« Les voix du musée imaginaire d’André Malraux »

L’exposition s’ouvre aujourd’hui au musée Pouchkine.

Discours de M. l’Ambassadeur Jean-Maurice Ripert

M. le représentant spécial du Président de la Fédération de Russie, Cher Mikhaïl Schvydkoy,
Mme la présidente du Musée Pouchkine, Chère Irina Antonova,
Mme la directrice du Musée Pouchkine, Chère Marina Lochak,

C’est un grand honneur pour moi que d’ouvrir avec vous cette remarquable exposition inspirée par l’un de mes illustres compatriotes, André Malraux.

Il non seulement un homme politique, ministre de la culture du Général de Gaulle de 1958 à 1969, et l’auteur de romans majeurs comme L’espoir ou La condition humaine, mais aussi un homme dont les réflexions sur l’art ont marqué notre époque.

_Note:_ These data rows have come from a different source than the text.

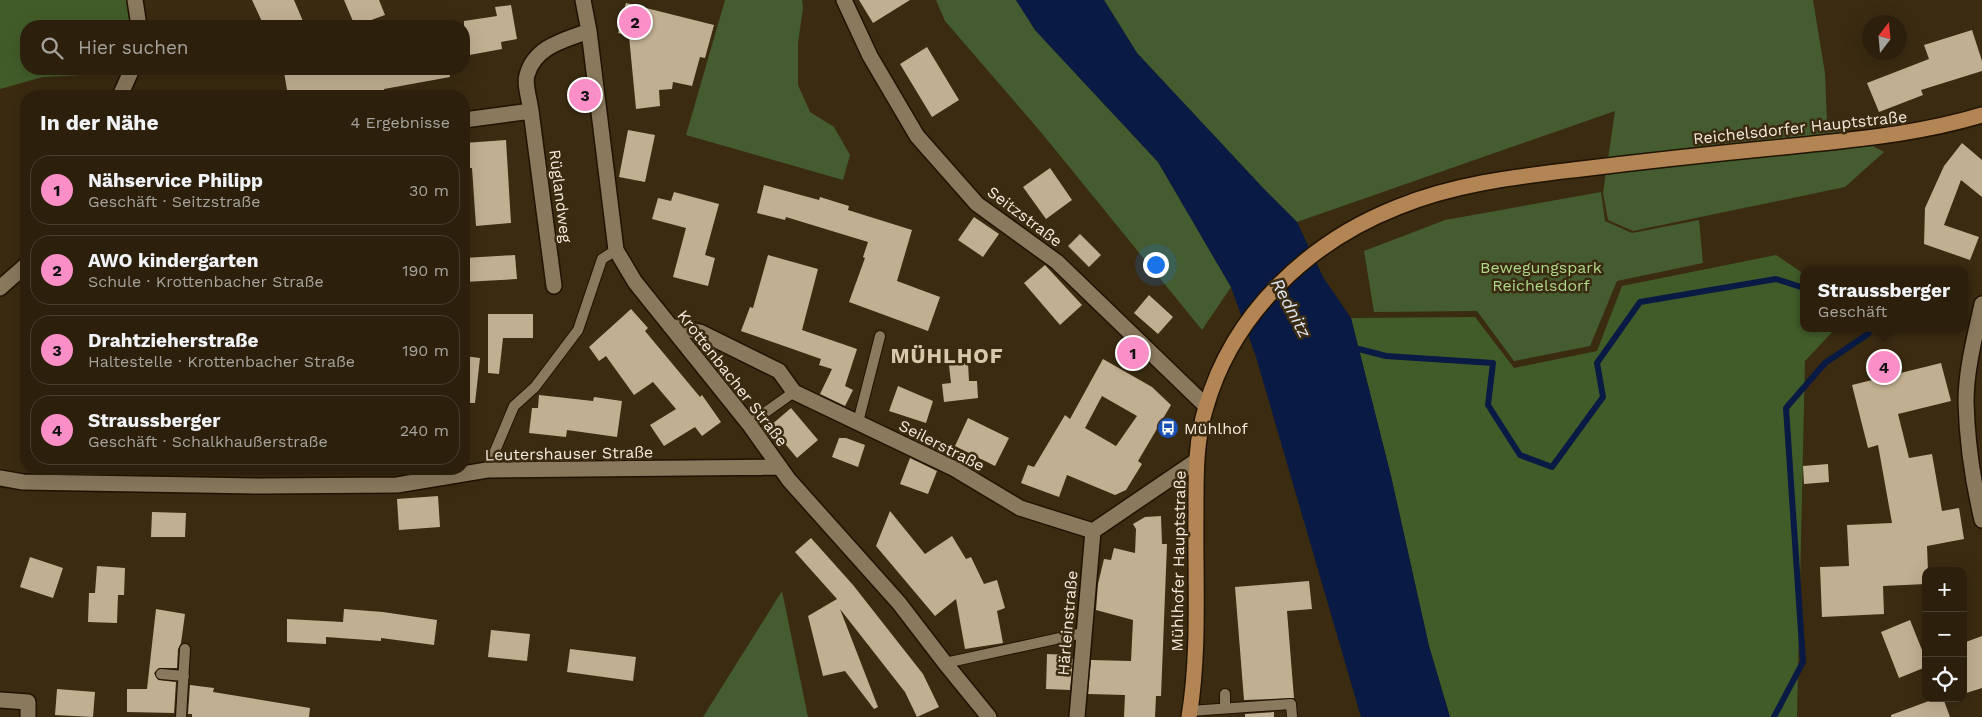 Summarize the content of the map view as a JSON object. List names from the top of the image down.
{
  "streets": {
    "main road": ["Reichelsdorfer Hauptstraße", "Mühlhofer Hauptstraße"],
    "street": [
      "Rüglandweg",
      "Seitzstraße",
      "Krottenbacher Straße",
      "Seilerstraße",
      "Leutershauser Straße",
      "Härleinstraße"
    ]
  },
  "crossings": [
    ["Reichelsdorfer Hauptstraße", "Seitzstraße"],
    ["Reichelsdorfer Hauptstraße", "Mühlhofer Hauptstraße"],
    ["Rüglandweg", "Krottenbacher Straße"],
    ["Seitzstraße", "Mühlhofer Hauptstraße"],
    ["Krottenbacher Straße", "Seilerstraße"],
    ["Krottenbacher Straße", "Leutershauser Straße"],
    ["Seilerstraße", "Härleinstraße"]
  ],
  "districts": ["MÜHLHOF"],
  "water": ["Rednitz"],
  "parks": ["Bewegungspark Reichelsdorf"],
  "places": {
    "bus stop": ["Mühlhof"]
  },
  "north": "top",
  "page": {
    "pins": [
      "2",
      "3",
      "1",
      "4"
    ],
    "search": "Hier suchen",
    "heading": ["In der Nähe", "4 Ergebnisse"],
    "list": [
      {
        "mark": "1",
        "name": "Nähservice Philipp",
        "note": "Geschäft · Seitzstraße",
        "value": "30 m"
      },
      {
        "mark": "2",
        "name": "AWO kindergarten",
        "note": "Schule · Krottenbacher Straße",
        "value": "190 m"
      },
      {
        "mark": "3",
        "name": "Drahtzieherstraße",
        "note": "Haltestelle · Krottenbacher Straße",
        "value": "190 m"
      },
      {
        "mark": "4",
        "name": "Straussberger",
        "note": "Geschäft · Schalkhaußerstraße",
        "value": "240 m"
      }
    ],
    "popup": ["Straussberger", "Geschäft"],
    "map_buttons": ["+", "−"]
  }
}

Malraux s’est interrogé sa vie durant sur l’art, sa nature et sa place dans la société. Il rejetait avant tout l’idée que l’art ne soit qu’occidental et puisse être limité aux œuvres conservées dans les musées.

Tout objet peut être considéré comme de l’art pourvu que l’homme entretienne avec lui un rapport métaphysique.

Son « musée imaginaire » n’a donc pas de limite, ni dans l’espace ni dans le temps.

Ministre de la Culture, Malraux s’est efforcé de donner à ses idées une traduction concrète. Sans négliger l’aspect patrimonial de la culture, il a, par exemple, intégré dans le champ de son ministère la création contemporaine.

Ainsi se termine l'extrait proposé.